Roussel Phrangopolos

normannischer Söldner im byzantinischen Heer

Roussel Phrangopolos oder Ursel von Bailleul (de Ballione) († 1078) war ein normannischer Söldner (misthophoros) im byzantinischen Heer, der zwischen 1070 und 1075 versuchte, ein eigenes Herrschaftsgebiet in Anatolien einzurichten. Seine genaue Herkunft ist unklar, Anna Komnena bezeichnet ihn als Kelten (1, i), also gallischen Franken.
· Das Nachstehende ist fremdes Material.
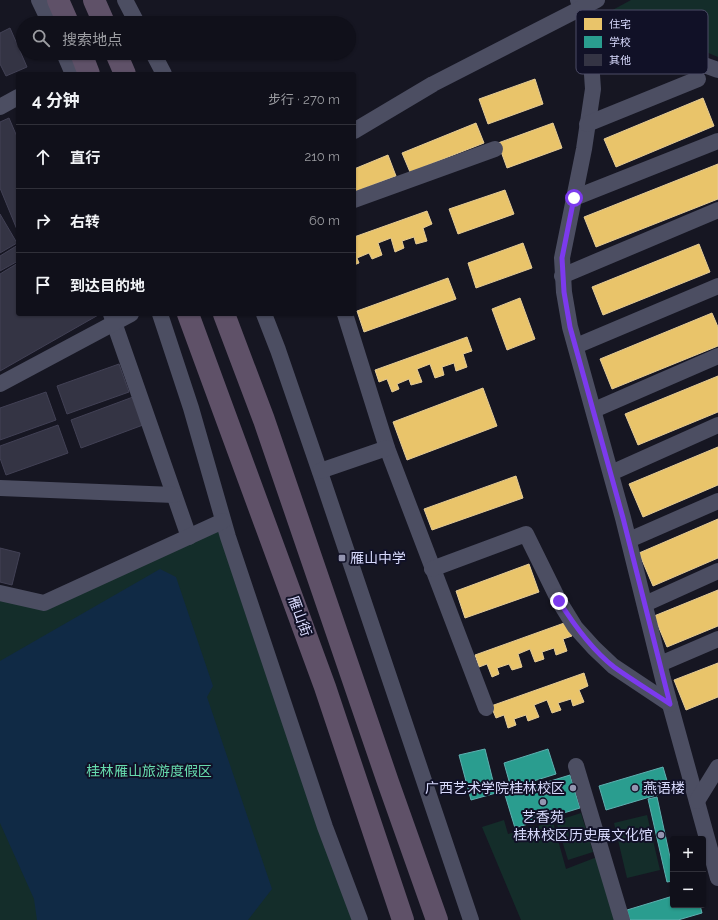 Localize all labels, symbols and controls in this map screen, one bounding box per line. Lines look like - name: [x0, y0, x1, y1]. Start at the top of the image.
- legend: [576, 10, 708, 74]
- search box: [16, 16, 356, 60]
- text: 住宅: [609, 18, 631, 31]
- icon: search: [30, 27, 52, 49]
- text: 搜索地点: [62, 31, 122, 49]
- text: 学校: [609, 36, 631, 49]
- text: 其他: [609, 54, 631, 67]
- text: 4 分钟: [32, 90, 80, 110]
- text: 步行 · 270 m: [268, 92, 340, 107]
- icon: ahead: [32, 146, 54, 168]
- text: 直行: [70, 149, 100, 167]
- text: 210 m: [304, 149, 340, 164]
- route start: [565, 189, 583, 207]
- icon: right: [32, 210, 54, 232]
- text: 右转: [70, 213, 100, 231]
- text: 60 m: [309, 213, 340, 228]
- icon: arrive: [32, 274, 54, 296]
- text: 到达目的地: [70, 277, 145, 295]
- place label: 雁山中学: [350, 550, 406, 566]
- marker: 雁山中学: [337, 553, 347, 563]
- route end: [550, 592, 568, 610]
- street label: 雁山街: [285, 594, 315, 638]
- park label: 桂林雁山旅游度假区: [86, 763, 212, 779]
- place label: 广西艺术学院桂林校区: [425, 780, 565, 796]
- place label: 燕语楼: [643, 780, 685, 796]
- marker: 广西艺术学院桂林校区: [568, 783, 578, 793]
- marker: 燕语楼: [630, 783, 640, 793]
- marker: 艺香苑: [538, 797, 548, 807]
- place label: 艺香苑: [522, 809, 564, 825]
- place label: 桂林校区历史展文化馆: [513, 827, 653, 843]
- marker: 桂林校区历史展文化馆: [656, 830, 666, 840]
- map controls: [670, 836, 706, 908]
- button: +: [670, 836, 706, 872]
- button: −: [670, 872, 706, 908] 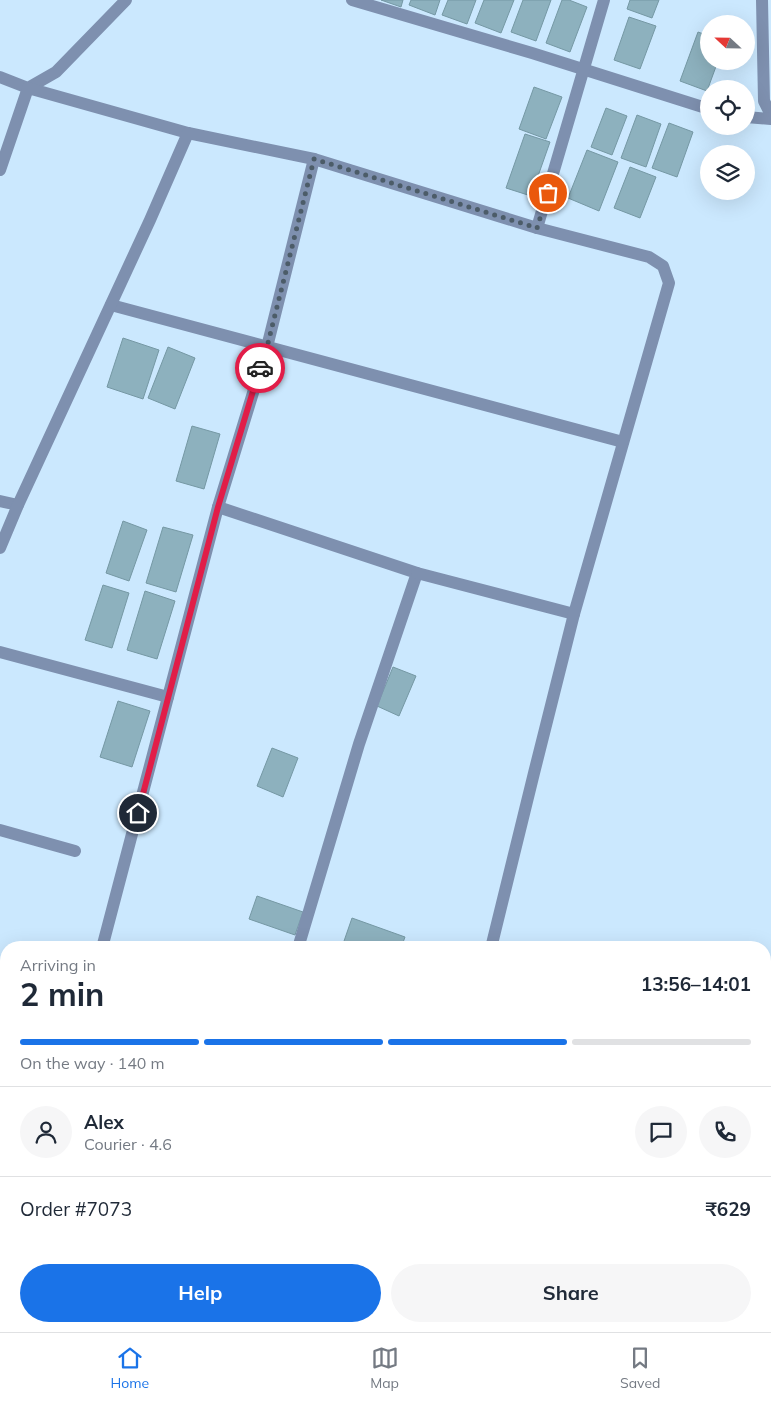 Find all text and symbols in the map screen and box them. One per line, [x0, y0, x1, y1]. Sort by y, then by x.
north arrow [700, 15, 755, 70]
map controls [700, 15, 755, 200]
button: locate [700, 80, 755, 135]
button: layers [700, 145, 755, 200]
pin [527, 172, 569, 214]
icon: bag [534, 179, 562, 207]
courier [235, 343, 285, 393]
icon: car [246, 354, 274, 382]
pin [117, 792, 159, 834]
icon: home [124, 799, 152, 827]
text: Arriving in [20, 955, 96, 975]
text: 13:56–14:01 [641, 972, 751, 996]
text: 2 min [20, 974, 104, 1014]
text: On the way · 140 m [20, 1053, 165, 1073]
button: person [20, 1106, 72, 1158]
button: chat [635, 1106, 687, 1158]
button: phone [699, 1106, 751, 1158]
text: Alex [84, 1110, 124, 1134]
text: Courier · 4.6 [84, 1134, 172, 1154]
text: Order #7073 [20, 1197, 132, 1221]
text: ₹629 [705, 1197, 751, 1221]
button: Help [20, 1264, 381, 1322]
button: Share [391, 1264, 751, 1322]
tab: Home [111, 1344, 149, 1392]
tab: Map [370, 1344, 399, 1392]
tab: Saved [620, 1344, 660, 1392] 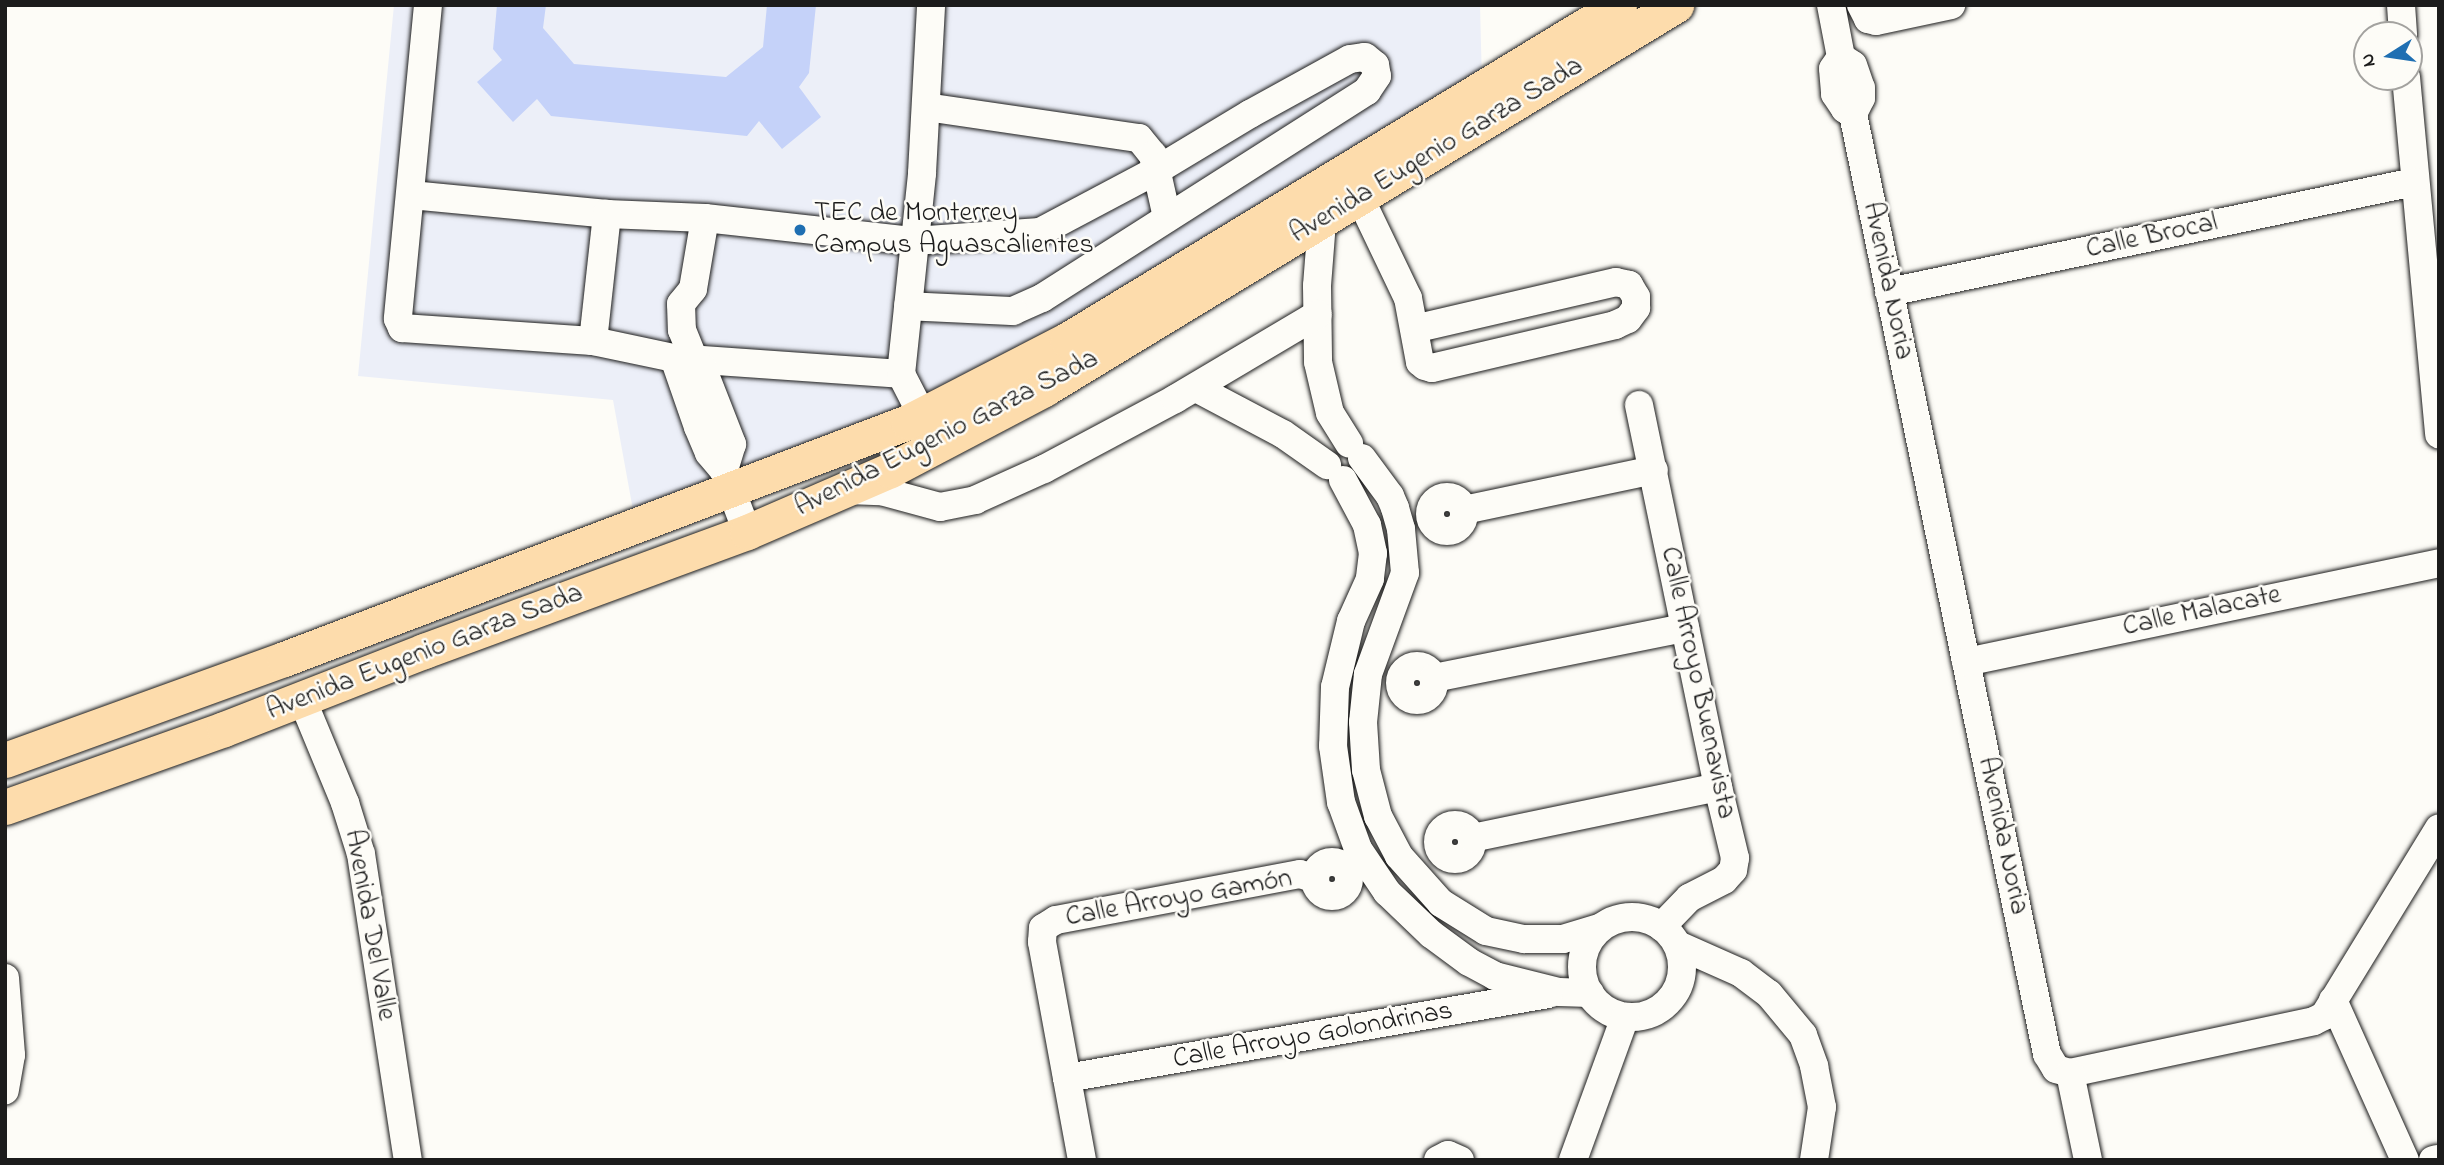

Wann er genau am byzantinischen Hof eintraf, ist unklar. Er hatte im Dienst von Roger von Kalabrien gestanden und war dann Mitglied der hetaireia des Magisters Robert Crispin. Ihm wurde um 1070 im Armeniakon ein befestigtes Gut zugewiesen (Attaleiates, Historia 199), vielleicht ein kaiserliches Gestüt (Shepard 1993, 288), hatte er doch über den Winter die Pferde seiner Gefolgschaft zu versorgen. 1071 war er als Anführer der fränkischen schweren Reiterei Teil des Heeres, das Romanos IV. Diogenes für die Rückeroberung Armeniens zusammengezogen hatte. Als es am 19. August von den Türken unter Alp Arslan unerwartet angegriffen wurde, beteiligten sich die Normannen nicht an der nun folgenden Schlacht bei Manzikert. Andronikos Dukas zog sich mit den Reservetruppen ebenfalls zurück und überließ den Kaiser seinem Schicksal, der in türkische Gefangenschaft geriet.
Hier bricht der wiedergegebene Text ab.